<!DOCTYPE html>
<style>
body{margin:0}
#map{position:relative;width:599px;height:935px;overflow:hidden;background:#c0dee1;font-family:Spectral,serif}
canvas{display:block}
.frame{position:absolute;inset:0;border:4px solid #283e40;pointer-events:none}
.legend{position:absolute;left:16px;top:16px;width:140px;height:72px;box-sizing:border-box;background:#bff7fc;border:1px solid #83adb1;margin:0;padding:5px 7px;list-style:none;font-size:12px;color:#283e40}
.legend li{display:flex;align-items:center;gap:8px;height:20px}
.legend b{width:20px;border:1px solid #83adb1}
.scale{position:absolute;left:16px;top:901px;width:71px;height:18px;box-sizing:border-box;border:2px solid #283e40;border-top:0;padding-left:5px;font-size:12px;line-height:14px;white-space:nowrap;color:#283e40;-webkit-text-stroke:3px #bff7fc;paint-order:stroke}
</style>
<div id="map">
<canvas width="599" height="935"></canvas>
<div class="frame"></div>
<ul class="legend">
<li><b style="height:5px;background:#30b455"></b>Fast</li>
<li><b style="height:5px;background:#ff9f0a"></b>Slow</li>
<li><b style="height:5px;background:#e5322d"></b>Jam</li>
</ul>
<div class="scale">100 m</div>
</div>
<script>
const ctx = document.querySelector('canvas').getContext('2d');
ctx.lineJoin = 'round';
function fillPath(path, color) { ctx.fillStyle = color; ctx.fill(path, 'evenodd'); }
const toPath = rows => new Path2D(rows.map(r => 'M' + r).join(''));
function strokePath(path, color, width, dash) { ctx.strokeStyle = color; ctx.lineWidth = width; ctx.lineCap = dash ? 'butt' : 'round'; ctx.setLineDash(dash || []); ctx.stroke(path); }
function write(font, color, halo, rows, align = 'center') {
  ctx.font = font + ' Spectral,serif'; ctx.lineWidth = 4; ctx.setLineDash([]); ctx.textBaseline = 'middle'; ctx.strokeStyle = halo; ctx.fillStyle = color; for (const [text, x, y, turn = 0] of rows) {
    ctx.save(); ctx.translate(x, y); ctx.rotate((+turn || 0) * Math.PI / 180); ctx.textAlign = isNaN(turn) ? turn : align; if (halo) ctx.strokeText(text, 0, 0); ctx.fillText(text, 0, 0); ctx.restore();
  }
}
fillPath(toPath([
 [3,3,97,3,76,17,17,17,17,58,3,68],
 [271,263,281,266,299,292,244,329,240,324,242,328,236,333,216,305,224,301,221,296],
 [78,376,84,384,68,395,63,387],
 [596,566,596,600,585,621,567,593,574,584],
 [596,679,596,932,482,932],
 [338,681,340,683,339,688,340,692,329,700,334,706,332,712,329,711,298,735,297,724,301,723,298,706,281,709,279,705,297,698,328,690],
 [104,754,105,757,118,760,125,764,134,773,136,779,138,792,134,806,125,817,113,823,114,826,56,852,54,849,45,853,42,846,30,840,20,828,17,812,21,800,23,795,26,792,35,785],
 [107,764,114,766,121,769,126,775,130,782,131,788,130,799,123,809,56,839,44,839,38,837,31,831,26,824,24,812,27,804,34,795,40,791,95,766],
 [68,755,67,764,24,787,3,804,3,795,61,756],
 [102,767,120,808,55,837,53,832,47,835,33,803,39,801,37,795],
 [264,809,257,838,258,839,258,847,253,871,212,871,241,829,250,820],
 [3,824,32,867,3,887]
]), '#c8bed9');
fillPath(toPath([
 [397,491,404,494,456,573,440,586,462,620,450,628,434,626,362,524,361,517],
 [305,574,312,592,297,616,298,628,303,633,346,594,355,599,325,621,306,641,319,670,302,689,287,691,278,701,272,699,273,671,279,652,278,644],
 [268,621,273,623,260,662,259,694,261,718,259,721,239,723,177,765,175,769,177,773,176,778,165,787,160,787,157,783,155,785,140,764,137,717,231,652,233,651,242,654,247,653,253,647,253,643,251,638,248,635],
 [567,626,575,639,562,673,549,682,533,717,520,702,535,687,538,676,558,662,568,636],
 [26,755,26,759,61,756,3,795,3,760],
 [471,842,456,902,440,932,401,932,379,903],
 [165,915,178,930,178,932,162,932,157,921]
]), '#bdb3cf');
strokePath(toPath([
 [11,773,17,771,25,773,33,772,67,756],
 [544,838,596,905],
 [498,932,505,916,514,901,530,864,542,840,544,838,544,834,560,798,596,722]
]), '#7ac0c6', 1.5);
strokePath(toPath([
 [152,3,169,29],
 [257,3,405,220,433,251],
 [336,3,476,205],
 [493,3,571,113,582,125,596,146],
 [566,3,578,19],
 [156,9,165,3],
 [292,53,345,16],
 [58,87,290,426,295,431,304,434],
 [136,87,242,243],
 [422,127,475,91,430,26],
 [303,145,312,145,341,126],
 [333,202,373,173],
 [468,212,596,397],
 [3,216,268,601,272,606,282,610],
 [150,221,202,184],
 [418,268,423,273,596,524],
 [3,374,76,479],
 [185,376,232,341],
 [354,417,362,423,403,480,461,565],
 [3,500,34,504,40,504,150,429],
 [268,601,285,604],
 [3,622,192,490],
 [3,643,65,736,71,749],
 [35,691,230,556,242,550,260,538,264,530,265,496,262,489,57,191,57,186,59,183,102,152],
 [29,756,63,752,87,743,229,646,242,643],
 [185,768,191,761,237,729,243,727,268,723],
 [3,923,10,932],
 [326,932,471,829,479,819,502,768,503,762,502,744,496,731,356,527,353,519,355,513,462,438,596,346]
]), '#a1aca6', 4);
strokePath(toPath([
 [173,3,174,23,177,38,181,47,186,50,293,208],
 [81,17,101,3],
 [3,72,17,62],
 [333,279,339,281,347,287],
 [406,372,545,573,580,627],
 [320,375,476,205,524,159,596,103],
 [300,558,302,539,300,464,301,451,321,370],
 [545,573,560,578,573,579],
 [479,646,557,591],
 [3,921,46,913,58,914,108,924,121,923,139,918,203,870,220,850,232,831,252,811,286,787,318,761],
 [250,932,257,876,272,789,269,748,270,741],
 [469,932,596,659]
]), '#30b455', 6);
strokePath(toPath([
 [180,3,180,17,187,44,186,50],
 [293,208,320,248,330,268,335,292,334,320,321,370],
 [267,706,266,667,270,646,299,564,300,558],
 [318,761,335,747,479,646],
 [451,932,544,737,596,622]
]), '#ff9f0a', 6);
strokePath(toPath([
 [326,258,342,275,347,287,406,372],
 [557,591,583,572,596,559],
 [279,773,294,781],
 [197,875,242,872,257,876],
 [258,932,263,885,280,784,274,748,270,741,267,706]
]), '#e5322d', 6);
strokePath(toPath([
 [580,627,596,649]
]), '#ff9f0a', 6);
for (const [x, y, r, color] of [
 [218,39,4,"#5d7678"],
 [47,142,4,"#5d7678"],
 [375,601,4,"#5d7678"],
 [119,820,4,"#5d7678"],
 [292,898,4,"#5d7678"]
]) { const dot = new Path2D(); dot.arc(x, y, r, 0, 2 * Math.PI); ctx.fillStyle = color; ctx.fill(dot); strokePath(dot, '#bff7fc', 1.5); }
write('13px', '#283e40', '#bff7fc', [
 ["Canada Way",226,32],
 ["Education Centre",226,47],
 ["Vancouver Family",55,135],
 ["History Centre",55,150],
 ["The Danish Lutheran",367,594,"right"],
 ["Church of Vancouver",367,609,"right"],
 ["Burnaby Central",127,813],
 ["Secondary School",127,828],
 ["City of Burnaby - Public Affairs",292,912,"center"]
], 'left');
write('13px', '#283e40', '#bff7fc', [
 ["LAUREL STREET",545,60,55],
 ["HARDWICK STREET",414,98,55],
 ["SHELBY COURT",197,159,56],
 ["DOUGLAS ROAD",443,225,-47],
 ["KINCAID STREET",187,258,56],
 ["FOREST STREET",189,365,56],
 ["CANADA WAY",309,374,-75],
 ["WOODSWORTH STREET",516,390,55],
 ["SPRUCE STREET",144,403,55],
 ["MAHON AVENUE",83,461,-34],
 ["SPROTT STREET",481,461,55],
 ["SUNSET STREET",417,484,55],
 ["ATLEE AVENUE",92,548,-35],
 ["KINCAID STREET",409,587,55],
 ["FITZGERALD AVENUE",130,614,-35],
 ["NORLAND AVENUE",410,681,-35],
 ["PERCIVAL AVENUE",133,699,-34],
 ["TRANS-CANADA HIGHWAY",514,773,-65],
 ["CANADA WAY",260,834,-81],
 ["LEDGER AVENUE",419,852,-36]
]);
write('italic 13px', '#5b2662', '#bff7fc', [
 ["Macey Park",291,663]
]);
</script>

→ **THE TASK**
Find every line in the records that contains the word "turn"; copy those lines.

→ **OUTPUT FOR THIS EXERCISE**
  ctx.font = font + ' Spectral,serif'; ctx.lineWidth = 4; ctx.setLineDash([]); ctx.textBaseline = 'middle'; ctx.strokeStyle = halo; ctx.fillStyle = color; for (const [text, x, y, turn = 0] of rows) {
    ctx.save(); ctx.translate(x, y); ctx.rotate((+turn || 0) * Math.PI / 180); ctx.textAlign = isNaN(turn) ? turn : align; if (halo) ctx.strokeText(text, 0, 0); ctx.fillText(text, 0, 0); ctx.restore();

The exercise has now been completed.